Any careful observer of the film must wonder what about Quell interests Dodd, a seemingly sophisticated, knowing master whose passionate inveighing against the animal in human nature has no better example than Quell himself. Quell is the animal in human being that Dodd rails against.

I concluded that Dodd is drawn to Quell as his own untoward half that he cannot completely sublimate through his constant intellectual labor. Despite everything, Dodd still needs a Quell to combine exotic and dangerous solutions to produce some mind-killing beverage.

A step further, I have wondered if Quell is not a sort of alter ego, if his purpose in The Master is that he is the master at one degree of separation from himself. The part of the master that he cannot completely exorcise.

Does it matter?

Do we have to know if it was real or not? What does it matter, one way or the other?

Maybe they were really naked, and this was Dodd’s doing, and the reason for his wife’s admonition. His wife admonishes him because he convinced all of the women to get undressed and this was undoubtedly a prurient pleasure.

Or this was all Quell’s imagination, for what does Quell want from anyone woman than preparation for the act that he celebrates all others. In another scene, as a group of hangers-on are listening to a lecture, he propositions one with the written note “Do you want to fuck?” She smiles and demurs.
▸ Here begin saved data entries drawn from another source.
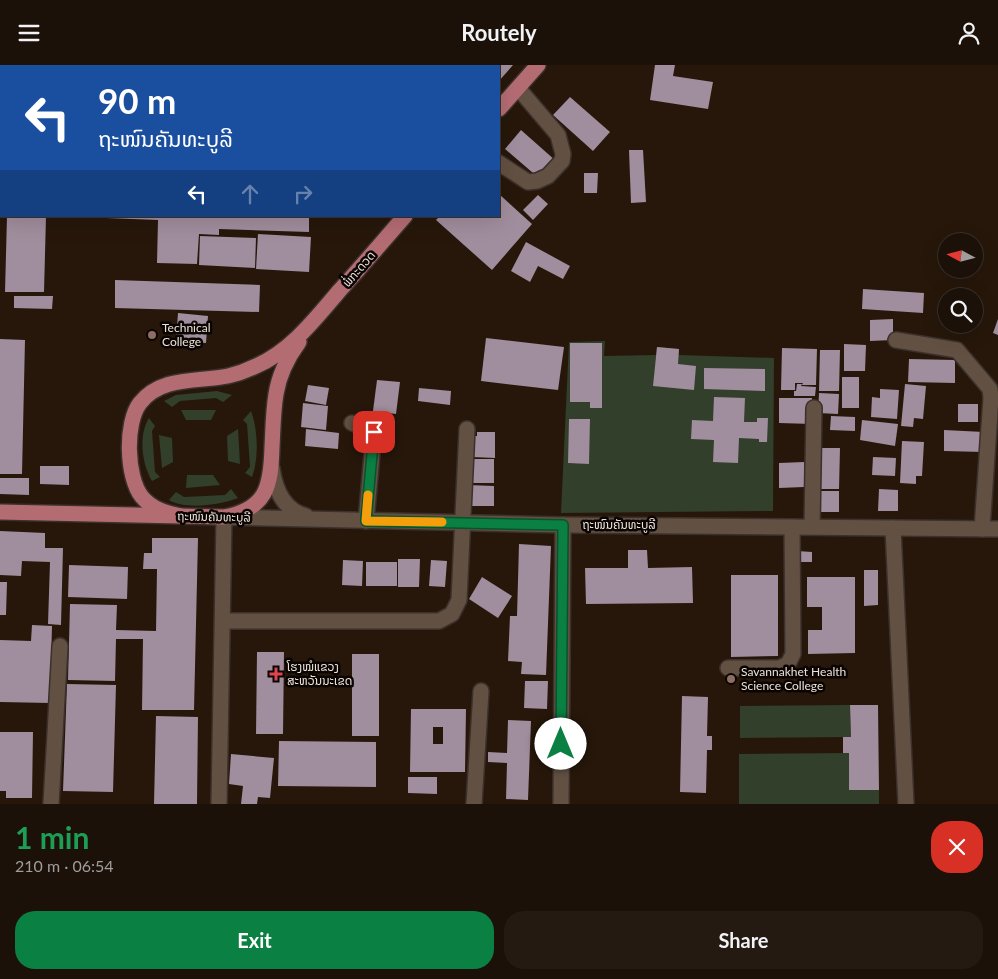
<!DOCTYPE html>
<meta charset="utf-8">
<style>
body{margin:0;font-family:Lato,"Noto Sans Lao",sans-serif;background:#251a12;color:#f1f3f6;height:100vh;display:flex;flex-direction:column;font-size:19px;white-space:nowrap}
*{box-sizing:border-box;margin:0}
p{font-size:16px;color:#a09d9c}
.icon{flex:none;width:28px;height:28px;fill:none;stroke:currentColor;stroke-width:2;stroke-linecap:round;stroke-linejoin:round}
.map{position:relative;height:739px;overflow:hidden}
.drawer{display:flex;flex-direction:column;background:#1c1108;flex:1}
.drawer>*{flex:none}
.hud{position:absolute;left:0px;top:0px;width:500px;height:152px;box-shadow:0 5px 20px #0002,0 0 0 1px #3a3129;background:#1a4fa0;color:#fff;overflow:hidden}
.needle{width:32px;rotate:277deg}
.fabs{position:absolute;left:938px;top:168px;display:grid;gap:10px}
.fabs a{display:grid;place-items:center;width:45px;height:45px;border-radius:50%;background:#1c1108;box-shadow:0 5px 20px #0002,0 0 0 1px #3a3129;font-size:25px}
.pin{position:absolute;display:grid;place-items:center;width:42px;height:42px;color:#fff;margin:-21px;border-radius:10px;box-shadow:0 2px 8px #0006}
.me{position:absolute;width:55px;margin:-28px;rotate:0deg;stroke-linejoin:round;filter:drop-shadow(0 0 4px #0008)}
.turn{display:flex;align-items:center;gap:18px;height:105px;padding:0 15px;font-size:22px}
.turn .icon{width:65px;height:65px;stroke-width:2.5}
.turn b{display:block;font-size:35px;line-height:42px}
.lanes{display:flex;align-items:center;height:48px;padding:0 15px;background:#0003;justify-content:center;gap:25px;direction:ltr}
.lanes .off{opacity:.35}
.round{display:grid;place-items:center;flex:none;width:52px;height:52px;border-radius:20px;background:#251a12}
.summary{display:flex;align-items:center;justify-content:space-between;height:85px;padding:0 15px}
h1{font-size:30px;font-weight:700;line-height:38px;color:#1e9e55}
.cta{display:flex;gap:10px;margin-top:auto;padding:10px 15px}
.cta a{flex:1;height:58px;border-radius:20px;background:#0b8043;color:#fff;font-size:20px;font-weight:700;line-height:58px;text-align:center}
.cta a+a{background:#251a12;color:#f1f3f6}
header{display:flex;justify-content:space-between;align-items:center;height:65px;padding:0 15px;background:#1c1108;font-size:22px;font-weight:700}
.map>svg:first-child{display:block}
</style>
<header><svg class="icon" aria-label="menu" viewBox="0 0 24 24"><path d="M4 6h16M4 12h16M4 18h16"/></svg>Routely<svg class="icon" aria-label="person" viewBox="0 0 24 24"><circle cx="12" cy="8" r="4"/><path d="M4 21q1-7 8-7t8 7"/></svg></header>
<div class="map">
<svg width="998" height="739" viewBox="0 0 998 739">
<rect width="100%" height="100%" fill="#26170a"/>
<!-- green -->
<g fill="#323f2b">
<polygon points="605,276 604,291 656,290 657,282 679,284 679,290 774,293 773,446 561,448 569,277"/>
<polygon points="217,326 232,330 223,337 216,333 180,336 172,342 164,336 176,330"/>
<polygon points="181,345 216,345 211,355 186,355"/>
<path d="M251,346C258,365 259,393 252,412L245,408L250,402L247,359L243,355Z"/>
<path d="M149,353L155,361L152,366L155,407L160,412L152,416C142,399 138,370 149,353Z"/>
<polygon points="238,364 240,399 228,396 227,371"/>
<polygon points="159,370 172,373 173,397 162,403"/>
<polygon points="187,410 213,410 220,420 186,423"/>
<path d="M231,424L238,433C220,440 185,445 169,435L176,427L184,432L225,430Z"/>
<polygon points="850,640 851,672 740,673 740,641"/>
<polygon points="849,688 849,725 879,725 879,739 739,739 739,689"/>
</g>
<!-- building -->
<g fill="#a08d9d" fill-rule="evenodd">
<polygon points="499,0 513,0 499,16"/>
<polygon points="655,0 675,0 673,11 713,17 708,44 650,35"/>
<polygon points="570,32 610,67 593,86 553,50"/>
<polygon points="521,65 556,96 540,114 505,84"/>
<polygon points="629,85 643,85 646,137 631,138"/>
<polygon points="584,108 598,108 597,128 584,128"/>
<polygon points="499,129 532,159 492,205 436,155 440,151 499,151"/>
<polygon points="538,130 548,139 533,155 523,145"/>
<polygon points="7,151 46,151 44,227 5,227"/>
<polygon points="106,151 309,151 309,167 219,164 219,170 199,169 197,199 157,198 158,155 106,153"/>
<polygon points="258,169 311,172 309,207 256,204"/>
<polygon points="200,171 256,173 255,203 199,200"/>
<polygon points="526,177 570,201 563,214 538,201 530,217 511,206"/>
<polygon points="115,215 260,220 259,247 115,243"/>
<polygon points="863,224 924,228 923,248 862,244"/>
<polygon points="14,231 53,231 52,244 14,243"/>
<polygon points="178,248 208,251 206,278 176,276"/>
<polygon points="893,254 893,275 870,276 870,255"/>
<polygon points="998,254 998,270 993,268"/>
<polygon points="486,273 564,282 558,325 481,316"/>
<polygon points="0,274 25,275 22,409 0,409"/>
<polygon points="570,278 602,278 602,343 590,343 590,337 570,337"/>
<polygon points="844,279 866,280 865,306 844,306"/>
<polygon points="657,282 679,284 678,299 696,301 694,325 653,321"/>
<polygon points="782,283 817,284 816,320 802,320 803,318 795,318 795,325 781,325"/>
<polygon points="820,285 840,285 839,326 819,326"/>
<polygon points="909,294 955,295 955,318 908,317"/>
<polygon points="704,303 765,304 765,326 704,324"/>
<rect x="842" y="312" width="17" height="31"/>
<polygon points="377,315 400,317 396,349 373,346"/>
<polygon points="797,319 802,319 801,321 816,322 815,331 794,331 794,326 796,326"/>
<polygon points="905,319 926,321 923,354 914,353 913,362 901,361"/>
<polygon points="308,320 329,323 326,340 305,336"/>
<polygon points="419,323 451,326 450,340 418,336"/>
<polygon points="880,324 899,325 897,354 871,352 872,332 880,333"/>
<polygon points="819,328 839,329 838,349 818,348"/>
<polygon points="714,332 745,333 744,357 757,357 757,353 768,353 767,377 759,377 759,374 739,373 738,398 713,397 714,375 691,374 692,355 713,356"/>
<polygon points="779,333 812,333 812,359 779,358"/>
<polygon points="303,338 328,341 326,365 301,362"/>
<rect x="958" y="339" width="20" height="18"/>
<polygon points="831,351 855,352 855,366 830,365"/>
<polygon points="569,354 590,354 589,399 568,398"/>
<polygon points="862,355 898,359 895,381 860,375"/>
<polygon points="306,364 339,368 338,384 305,381"/>
<polygon points="944,365 984,367 983,387 944,386"/>
<polygon points="477,367 495,367 495,393 472,392 472,371 477,371"/>
<polygon points="902,376 924,377 922,411 916,411 916,419 900,418"/>
<polygon points="819,383 840,383 839,424 819,424"/>
<polygon points="873,392 896,393 895,411 872,410"/>
<rect x="469" y="394" width="25" height="24"/>
<polygon points="804,397 804,422 779,423 779,398"/>
<polygon points="40,401 69,401 69,420 40,419"/>
<polygon points="0,413 29,413 29,430 0,429"/>
<polygon points="468,420 494,421 494,441 468,441"/>
<polygon points="879,424 898,425 898,446 878,446"/>
<polygon points="818,426 839,426 839,447 817,447"/>
<polygon points="0,466 45,468 45,483 63,483 61,560 48,559 50,497 22,496 21,511 0,510"/>
<polygon points="152,473 198,473 194,645 142,645 143,574 116,574 115,616 68,615 70,539 117,540 116,565 156,566 157,504 143,504 144,488 152,488"/>
<polygon points="519,479 551,481 546,610 521,609 522,597 508,596 510,551 517,551"/>
<polygon points="628,485 647,485 648,503 692,502 693,538 586,539 585,503 628,503"/>
<polygon points="797,486 812,487 812,497 797,497"/>
<polygon points="398,494 420,494 419,522 398,522"/>
<polygon points="343,495 363,496 362,521 342,520"/>
<polygon points="431,495 447,496 445,522 429,521"/>
<rect x="366" y="497" width="31" height="24"/>
<polygon points="69,500 128,502 127,534 68,532"/>
<polygon points="864,505 878,505 878,540 864,541"/>
<polygon points="731,510 778,510 778,591 731,592"/>
<polygon points="482,512 512,531 498,553 469,534"/>
<polygon points="807,512 855,512 855,588 808,589 808,565 822,565 822,542 807,542"/>
<polygon points="0,517 7,517 6,550 0,550"/>
<polygon points="32,560 52,561 50,638 0,637 0,575 31,576"/>
<polygon points="257,587 284,587 283,669 256,669"/>
<rect x="352" y="589" width="27" height="82"/>
<polygon points="525,616 548,616 547,644 524,643"/>
<polygon points="67,619 116,620 113,727 63,726"/>
<polygon points="682,631 708,632 707,671 712,671 712,685 707,685 706,728 680,727"/>
<polygon points="850,640 878,640 879,725 849,725 849,688 843,688 843,672 851,672"/>
<path d="M411,644H466L465,707H410ZM433,662H443V679H433Z"/>
<polygon points="156,651 198,652 197,739 154,739"/>
<polygon points="508,655 531,656 528,735 506,734 507,698 488,697 488,687 507,688"/>
<polygon points="0,667 33,667 32,733 6,733 6,726 0,726"/>
<polygon points="279,676 376,677 376,722 278,721"/>
<polygon points="231,689 274,693 270,733 258,732 257,739 241,739 243,721 229,719"/>
<polygon points="408,712 437,712 437,729 408,728"/>
</g>
<g fill="none" stroke-linecap="round" stroke-linejoin="round">
<!-- minor casing -->
<g stroke="#3b302c" stroke-width="18">
<g id="minor">
<polyline points="284,1 284,0"/>
<polyline points="499,98 528,117 537,116 548,111 562,96 563,89 558,70 518,23"/>
<polyline points="896,275 957,285 990,324 991,333 982,464"/>
<polyline points="352,358 374,367 366,456"/>
<path d="M272,403C275,424 283,445 306,451"/>
<polyline points="812,462 814,343"/>
<polyline points="893,463 906,739"/>
<polyline points="223,556 439,556 452,549 459,535 467,364"/>
<polyline points="728,603 779,603 788,599 793,589 792,462"/>
<polyline points="51,739 60,581"/>
<polyline points="219,739 224,452 563,460 998,464"/>
<polyline points="474,739 481,626"/>
<polyline points="561,739 563,460"/>
</g>
</g>
<!-- major casing -->
<g stroke="#3b302c" stroke-width="18">
<g id="major">
<polyline points="499,44 538,0"/>
<polyline points="0,66 1,66"/>
<path d="M0,447L224,452C267,444 271,421 272,382C273,365 273,347 276,329C279,310 288,292 299,277"/>
<path d="M181,451C166,448 152,444 142,432C126,412 125,357 140,338C161,311 198,317 228,311C237,309 248,305 256,301C291,286 316,253 340,225C362,201 383,176 405,151"/>
</g>
</g>
<!-- minor -->
<use href="#minor" stroke="#625042" stroke-width="15"/>
<!-- major -->
<use href="#major" stroke="#b46c73" stroke-width="15"/>
</g>
<g fill="none" stroke-linecap="round" stroke-linejoin="round">
<!-- route casing -->
<g stroke="#07532c" stroke-width="12">
<polyline id="route" points="374,367 366,456 563,460 561,679"/>
</g>
<!-- route -->
<use href="#route" stroke="#0b8043" stroke-width="9"/>
<!-- slow -->
<polyline stroke="#f59e0b" stroke-width="9" points="368,430 366,456 442,457"/>
</g>
<!-- markers -->
<g fill="#8d6e63" stroke="#0a0502" stroke-width="2">
<circle cx="152" cy="270" r="5"/>
<circle cx="731" cy="614" r="5"/>
</g>
<path fill="#e0444e" stroke="#0a0502" stroke-width="2" d="M273.5 601.5h5v5h5v5h-5v5h-5v-5h-5v-5h5z"/>
<g text-anchor="middle" stroke-width="5" stroke-linejoin="round" paint-order="stroke">
<!-- street labels -->
<g font-size="12" fill="#ede2da" stroke="#0a0502">
<text transform="translate(359 204) rotate(-49)" y="4">ພໍ່ກະດວດ</text>
<text transform="translate(214 452) rotate(1)" y="4">ຖະໜົນຄັນທະບູລີ</text>
<text x="619" y="464">ຖະໜົນຄັນທະບູລີ</text>
</g>
<!-- poi labels -->
<g font-size="12" fill="#ede2da" stroke="#0a0502" text-anchor="start">
<text x="162" y="267">Technical<tspan x="162" dy="14">College</tspan></text>
<text x="287" y="606">ໂຮງໝໍແຂວງ<tspan x="287" dy="14">ສະຫວັນນະເຂດ</tspan></text>
<text x="741" y="611">Savannakhet Health<tspan x="741" dy="14">Science College</tspan></text>
</g>
</g>
</svg>
<div class="fabs">
<a><svg class="needle" viewBox="-14 -14 28 28"><path d="M0-13l5 13h-10z" fill="#e53935"/><path d="M0 13l5-13h-10z" fill="#a09d9c"/></svg></a>
<a><svg class="icon" aria-label="search" viewBox="0 0 24 24"><circle cx="10" cy="10" r="6"/><path d="M15 15l6 6"/></svg></a>
</div>
<div class="pin" style="left:374px;top:367px;background:#d93025"><svg class="icon" aria-label="arrive" viewBox="0 0 24 24"><path d="M6 21V4h12l-3 4 3 4H6"/></svg></div>
<svg class="me" style="left:561px;top:679px" viewBox="-20 -20 40 40"><circle r="19" fill="#fff"/><path d="M0-13L10 11 0 6-10 11z" fill="#0b8043"/></svg>
<div class="hud">
<div class="turn"><svg class="icon" aria-label="left" viewBox="0 0 24 24"><path d="M17 20v-9H6M10 6l-5 5 5 5"/></svg><div><b>90 m</b>ຖະໜົນຄັນທະບູລີ</div></div>
<div class="lanes"><svg class="icon" aria-label="left" viewBox="0 0 24 24"><path d="M17 20v-9H6M10 6l-5 5 5 5"/></svg><svg class="icon off" aria-label="ahead" viewBox="0 0 24 24"><path d="M12 20V5M6 11l6-6 6 6"/></svg><svg class="icon off" aria-label="right" viewBox="0 0 24 24"><path d="M7 20v-9h11M14 6l5 5-5 5"/></svg></div>
</div>
</div>
<section class="drawer">
<div class="summary"><div><h1>1 min</h1><p>210 m · 06:54</p></div><a class="round" style="background:#d93025;color:#fff"><svg class="icon" aria-label="close" viewBox="0 0 24 24"><path d="M6 6l12 12M18 6L6 18"/></svg></a></div>
<div class="cta"><a>Exit</a><a>Share</a></div>
</section>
Anderson is by no means averse to bending the rules of reality to support a narrative, perhaps most memorably in Magnolia with a rain of frogs. In The Master Peggy is undertaking a session with Freddy in which she asks him what color are her eyes, now turn them blue, now turn them black.

Deep time and The Cause

Anderson’s view of Dodd/Hubbard is as critical as it is loving. Numerous characters, including Dodd’s son (Jesse Plemens), explain that he makes it up as he goes. And in one scene Dodd is confronted by a skeptic asking how he can maintain that his method can cure leukemia (Dodd answers that it cures “certain forms” of leukeumia. High road indeed!)

And yet, the film has numerous representations of Dodd’s ideas, in the form of deep time. Deep time describes a geological time frame according to which our present moment is but a second in a much longer span. Deep time is the antithesis of any human-centric view of reality, I would contend.

Dodd’s “Cause” promotes a view of souls that have known just such spans. “Trillions” of years, he says at one point, to be gainsaid by the offered fact that the earth is only several billion years old. Oops

Is there anything the soul desires more than such posterity? Isn’t sublime so powerful for precisely this reason: the confrontation with insuperable magnitudes?


* Donald Rumsfeld Derrida, famous for saying, “Il n’y a pas de hors-texte. You must read the text as it is!” When answering questions (once upon a time, politicians acknowledged a responsibility to answer questions that were not favorable to their own perspective) about the equipment of American soldiers in Iraq, he responded that you have to fight “with the army that you have, not the one you want.”